By LESLIE LUDY
Tozer wrote, “The man [or woman] who would know God must spend time with Him.” What a simple and profound truth – but one that is all too easy to forget amid the busyness of our daily lives!
Most of us desire to know God more than we do. We sense our need for more of His presence and power in our daily lives. We feel an aching spiritual hunger in our souls for “something more.” And yet, we often balk at doing the one thing that would bring us closer to Him – spending time in His presence.
The Bible offers a practical solution for growing closer to God: “Draw near to God, and He will draw near to you” (Jms. 4:8).
Are we willing to do whatever it takes to draw near to our Lord? It’s not that spending a certain amount of time in prayer somehow makes us more righteous. But time in God’s presence is what gives us the spiritual fuel we need in order to live the victorious Christian life He has called me to. Time alone with God is what keeps our spiritual fire lit – it keeps our love for Him strong and thriving.
For some reason, we don’t have much difficulty understanding this principle when it comes to cultivating earthly relationships. We know that to maintain intimacy with our spouse, we must spend purposeful time together on a regular basis. We recognize that our friendships can’t flourish if we don’t invest ourselves into those people often. We see the importance of spending quality time with our children. But when it comes to our relationship with God, we are often full of excuses. “Oh, He’ll understand. He knows it’s just not practical right now. I’ll get to prayer later.”

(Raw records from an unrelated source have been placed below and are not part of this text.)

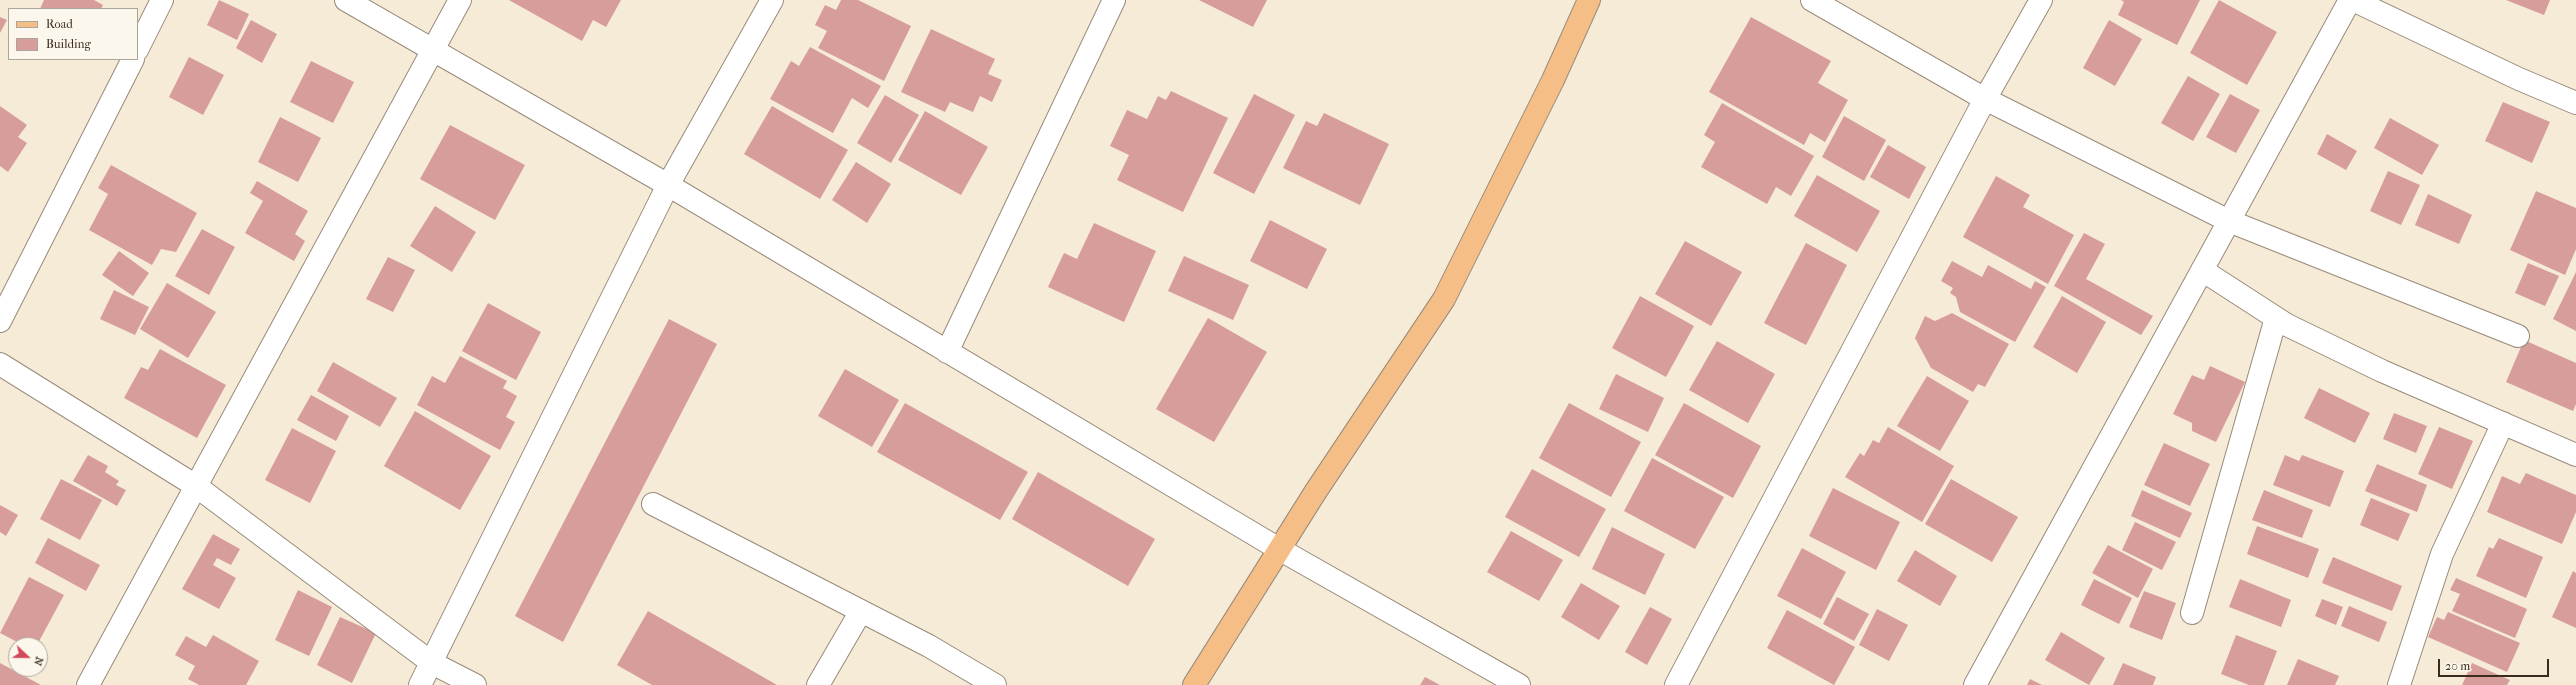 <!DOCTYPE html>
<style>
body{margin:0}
#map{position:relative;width:2576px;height:685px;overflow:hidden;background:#f6ebd7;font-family:"IM FELL French Canon",serif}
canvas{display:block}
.legend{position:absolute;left:8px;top:8px;width:130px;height:52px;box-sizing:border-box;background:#fbf7ec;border:1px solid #aea59a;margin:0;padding:5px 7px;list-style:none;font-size:12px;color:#3b2a1e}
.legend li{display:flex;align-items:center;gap:8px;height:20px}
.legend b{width:20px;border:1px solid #aea59a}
.north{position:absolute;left:8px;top:637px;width:40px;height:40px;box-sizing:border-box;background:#fbf7ec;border:1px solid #aea59a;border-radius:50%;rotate:112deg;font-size:11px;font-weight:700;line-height:16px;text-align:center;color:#3b2a1e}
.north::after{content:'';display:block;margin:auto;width:14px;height:18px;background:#d1495b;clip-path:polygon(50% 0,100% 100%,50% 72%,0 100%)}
.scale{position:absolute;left:2438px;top:659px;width:111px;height:18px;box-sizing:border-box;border:2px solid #3b2a1e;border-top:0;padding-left:5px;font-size:12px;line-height:14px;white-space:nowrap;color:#3b2a1e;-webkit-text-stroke:3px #fbf7ec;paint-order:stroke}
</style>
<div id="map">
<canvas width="2576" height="685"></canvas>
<ul class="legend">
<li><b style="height:5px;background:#f6be87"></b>Road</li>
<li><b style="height:11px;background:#d79d9b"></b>Building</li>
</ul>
<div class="north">N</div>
<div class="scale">20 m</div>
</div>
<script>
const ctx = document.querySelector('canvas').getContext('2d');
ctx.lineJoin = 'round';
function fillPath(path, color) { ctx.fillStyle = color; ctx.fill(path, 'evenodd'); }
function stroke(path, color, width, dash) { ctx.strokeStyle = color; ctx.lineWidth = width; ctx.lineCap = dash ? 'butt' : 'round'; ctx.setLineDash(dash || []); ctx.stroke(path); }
const building = new Path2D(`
 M44,0H94L103,5L101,9H40Z
 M219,0L249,14L237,40L207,25Z
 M509,0H621L606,27L593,20L582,41Z
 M841,0H858L911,26L884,81L818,48L827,31L815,25L825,5L836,10Z
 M1199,0H1267L1253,27Z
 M2121,0H2200L2177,45L2118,15L2124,2Z
 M2219,0L2277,32L2247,85L2190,53Z
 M2506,0H2550L2544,15Z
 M0,17L7,20L0,33Z
 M1751,17L1831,61L1818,83L1848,100L1825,142L1810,133L1804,145L1709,92Z
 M251,20L277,34L262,63L236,48Z
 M2109,20L2142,39L2115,86L2083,68Z
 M931,29L995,59L988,74L1002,80L992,102L980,96L973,112L950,102L945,112L901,92Z
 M810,47L881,86L868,108L852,98L833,133L770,99L791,61L799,66Z
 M189,57L224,75L203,115L169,97Z
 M311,61L354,82L333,123L290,102Z
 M2188,76L2220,94L2193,141L2161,123Z
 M1171,91L1228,118L1183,212L1117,180L1129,155L1110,146L1127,110L1147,119L1158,96L1166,100Z
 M1254,94L1295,115L1254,194L1213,173Z
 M2230,94L2260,110L2236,153L2206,137Z
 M885,95L919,115L891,163L857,143Z
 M2503,102L2550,122L2532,163L2485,141Z
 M1722,103L1814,156L1791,196L1776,187L1767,204L1701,167L1715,142L1704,135Z
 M0,106L27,125L18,137L27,143L8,172L0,166Z
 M772,106L848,150L820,199L744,154Z
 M925,111L988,147L961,195L898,160Z
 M1324,113L1389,144L1360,205L1283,168L1306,121L1317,126Z
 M1844,116L1886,140L1864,181L1822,157Z
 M280,117L321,138L298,182L258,162Z
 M2390,118L2439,145L2422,175L2374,148Z
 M450,125L525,165L495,220L420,179Z
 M2327,134L2357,151L2346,170L2317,154Z
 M1888,145L1926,167L1909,199L1870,177Z
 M856,162L891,184L867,223L832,200Z
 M111,165L197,213L176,252L161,249L152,265L89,230L108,194L98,188Z
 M2388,171L2420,185L2401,225L2370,211Z
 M1817,175L1880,211L1857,252L1794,216Z
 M1996,176L2030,195L2023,207L2074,235L2048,284L1963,237Z
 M257,181L308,211L295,234L305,241L294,261L245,233L263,201L250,193Z
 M2536,191L2576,208V249L2565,275L2510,250Z
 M2428,194L2472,215L2459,244L2415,225Z
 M435,206L476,232L452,272L410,246Z
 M1270,220L1327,249L1307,289L1250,261Z
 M1094,223L1156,251L1124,322L1048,287L1064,253L1077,259Z
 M202,229L235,247L209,295L175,276Z
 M2084,233L2105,244L2086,279L2153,316L2141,335L2054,286Z
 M1685,241L1742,272L1711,326L1655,294Z
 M1806,243L1847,265L1806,345L1764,323Z
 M119,251L149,273L133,296L102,275Z
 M1184,256L1249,285L1233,320L1168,291Z
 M388,257L415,270L393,312L366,299Z
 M1952,261L1982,277L1988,265L2031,289L2035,281L2046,287L2015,342L1960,312L1956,297L1950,293L1953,288L1941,281Z
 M2528,263L2559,276L2545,306L2515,293Z
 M2576,272V331L2553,319Z
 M167,283L216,312L188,358L140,329Z
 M114,290L149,307L135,335L100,319Z
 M1640,296L1694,326L1666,377L1612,348Z
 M2062,296L2106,322L2077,373L2033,347Z
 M488,303L541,332L516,380L462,351Z
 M1952,313L2009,344L1985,387L1978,384L1973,392L1931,368L1915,338L1925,316L1935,321Z
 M1208,318L1267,352L1214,442L1156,409Z
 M669,319L717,344L563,642L515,616Z
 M2524,340L2576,363V404L2573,411L2506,382Z
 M1717,341L1775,374L1748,423L1689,390Z
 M160,349L226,385L197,438L124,398L141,367L148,370Z
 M460,356L507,381L503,388L517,396L506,417L515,422L500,450L417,405L432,376L445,383Z
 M333,362L397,398L380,427L317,391Z
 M2210,366L2245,382L2216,442L2192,431V423L2173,414L2192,375L2204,380Z
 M845,369L899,400L872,447L818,416Z
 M1616,374L1664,398L1648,432L1599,409Z
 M1927,376L1969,401L1940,451L1897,426Z
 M2319,388L2370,413L2355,443L2304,418Z
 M311,395L349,416L336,441L297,420Z
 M905,403L1028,472L1000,520L877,452Z
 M1569,403L1641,442L1611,497L1539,458Z
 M1684,403L1761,446L1733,498L1655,455Z
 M415,411L491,456L460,510L384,466Z
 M2394,413L2427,426L2416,453L2383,439Z
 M1888,427L1954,466L1922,522L1845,477L1860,453L1864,456L1873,440L1879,443Z
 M2439,427L2473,441L2452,489L2418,474Z
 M292,428L336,451L310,503L265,480Z
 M2164,443L2210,464L2190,506L2144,485Z
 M88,455L108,466L105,472L119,481L116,485L126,490L117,506L73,481Z
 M2285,455L2299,461L2302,455L2344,471L2330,507L2273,485Z
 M1652,458L1724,497L1695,549L1624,511Z
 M2377,464L2427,485L2417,512L2365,491Z
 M1532,469L1606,509L1579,557L1505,517Z
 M1038,472L1155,539L1128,586L1012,519Z
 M2526,473L2576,495V512L2562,544L2487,512L2502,476L2520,484Z
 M61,479L102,500L80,540L40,519Z
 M1951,479L2018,517L1992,562L1925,524Z
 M1833,488L1900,522L1876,570L1809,536Z
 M2142,490L2192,513L2180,538L2131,516Z
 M2264,490L2313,510L2302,538L2252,520Z
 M2371,498L2410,514L2398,541L2360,525Z
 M0,505L18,515L6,536L0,532Z
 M2135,522L2176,542L2162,570L2122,550Z
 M2257,526L2319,549L2308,578L2247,554Z
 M1612,527L1665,554L1645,595L1592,569Z
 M1511,531L1563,560L1539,601L1487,572Z
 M213,534L240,549L231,565L217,558L213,565L236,578L219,609L182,589Z
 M48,538L100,565L86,591L35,563Z
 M2499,538L2543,557L2526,598L2476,576L2489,547L2493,549Z
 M2108,545L2153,569L2138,598L2092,573Z
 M1802,548L1846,572L1821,619L1777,596Z
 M1915,550L1957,576L1940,606L1897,581Z
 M2333,557L2402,586L2392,611L2322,583Z
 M2573,571L2576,573V628L2552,617Z
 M29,577L64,595L37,645H23L0,633Z
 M2456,578L2527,609L2515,638L2452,611L2460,594L2450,590Z
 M2094,579L2132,598L2119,624L2081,605Z
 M2240,579L2291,600L2281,627L2229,607Z
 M1581,583L1620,606L1599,640L1561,617Z
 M298,590L332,607L309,656L275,640Z
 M2144,591L2176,603L2162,640L2129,627Z
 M1837,597L1869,614L1854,641L1823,624Z
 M2322,599L2343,607L2336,625L2315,616Z
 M2349,606L2387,622L2379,642L2341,626Z
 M1650,607L1672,619L1647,665L1625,652Z
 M1877,609L1908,625L1889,661L1859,645Z
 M1787,610L1855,647L1834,685L1767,648Z
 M648,611L777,685H652L617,665Z
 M2448,612L2520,643L2507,672L2428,637L2437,617L2444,620Z
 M340,617L376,633L352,683L317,665Z
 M2061,632L2105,658L2089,685L2045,660Z
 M213,635L259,661L246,685H199L188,679L195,666L175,655L186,636L206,647Z
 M2236,635L2277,651L2264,685H2249L2221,674Z
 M2298,659L2339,676L2335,685H2287Z
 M0,663L41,685H0Z
 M2123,663L2156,677L2153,685H2113Z
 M2472,663L2510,680L2507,685H2462Z
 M1425,677L1440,685H1420Z
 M2030,679L2042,685H2027Z`);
const street = new Path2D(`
 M346,0L668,185L1279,549L1519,685
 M1812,0L1985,99L2229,221L2518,336
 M2353,0L2519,79L2576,103
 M137,50L162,0
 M2202,270L2287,325L2382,371L2576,455
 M0,321L133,59
 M947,352L1114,0
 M0,364L196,486L432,663L475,685
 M653,504L929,646L995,685
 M2192,613L2276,318
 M88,685L460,0
 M420,685L668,185L772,0
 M818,685L861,611
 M1676,685L1985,99L2041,0
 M1975,685L2350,0
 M2399,685L2442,554L2503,423`);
const primary = new Path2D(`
 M1194,685L1316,491L1444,299L1553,80L1589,0`);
fillPath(building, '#d79d9b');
stroke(street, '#988a7a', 24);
stroke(primary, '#988a7a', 24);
stroke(street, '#fff', 22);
stroke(primary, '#f6be87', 22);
</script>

Whenever I catch myself saying, “I have too much to get done today to spend time in prayer,” that’s when I know that spiritual apathy has crept in, and that I’ve allowed the cares of this world to keep me from my God.
Jesus told a poignant parable to His disciples about “making excuses” that is perhaps one of the most convicting stories in the Bible.
“A certain man gave a great supper and invited many, and sent his servant at supper time to say to those who were invited, ‘Come, for all things are now ready.’ But they all with one accord began to make excuses. The first said to him, ‘I have bought a piece of ground, and I must go and see it. I ask you to have me excused.’ And another said, ‘I have bought five yoke of oxen, and I am going to test them. I ask you to have me excused.’ Still another said, ‘I have married a wife, and therefore I cannot come’” Lk 14:16-21).
Our Redeemer is waiting at the banqueting table, eagerly waiting to commune with us. We have the amazing, astounding, thrilling privilege of being invited daily into the very presence of the King of all kings – to come before His throne of grace and to partake of all that He is. Yet how often do we reply, “I cannot come; I ask you to have me excused!”
Oh, what a heartbreaking response. It’s as if someone is offering us a handful of priceless diamonds, and we choose a pile of worthless pebbles instead.
I often think of the story of Mary and Martha when I’m struggling to keep my spiritual priorities in check. It seemed completely impractical for Martha to stop bustling around the kitchen and sit as Jesus’ feet, as Mary was doing. She must have been thinking, “Surely Jesus understands how much work I need to get done, and how many responsibilities I have on my plate right now! Surely He knows I can’t just drop everything to spend time with Him!” And yet, Jesus told Martha, “You are worried about many things, but only one thing is needed” (Lk. 10:41-42). What was that “one thing” that Martha needed? To sit at His feet – to bask in His presence, build relationship with Him, and listen to His Word.
Martha’s serving and hospitality was not the problem. The problem was that she was attempting to do these things in her own strength, without making time with Jesus her highest priority. And as a result Martha was worried, frazzled, and “distracted with much serving” (Lk. 10:40). What a perfect description of so many busy women today! When we attempt to serve our families or work hard at our tasks without the undergirding strength that comes through time with God, it quickly leads to burn-out and stress, just as it did for Martha. And the more burned-out and stressed we become, the more we try to convince ourselves that we are simply too exhausted and frenzied to fit prayer into our lives.
A busy mom of six once told me, “I’m too busy not to pray!” Our spiritual lives would be transformed if we lived by this creed.
Sisters, let us lay aside our excuses and choose the “better part” just as Mary did – making time with our God our highest priority, even during seasons when it doesn’t seem practical to do so! We will never regret one moment spent at the feet of Jesus.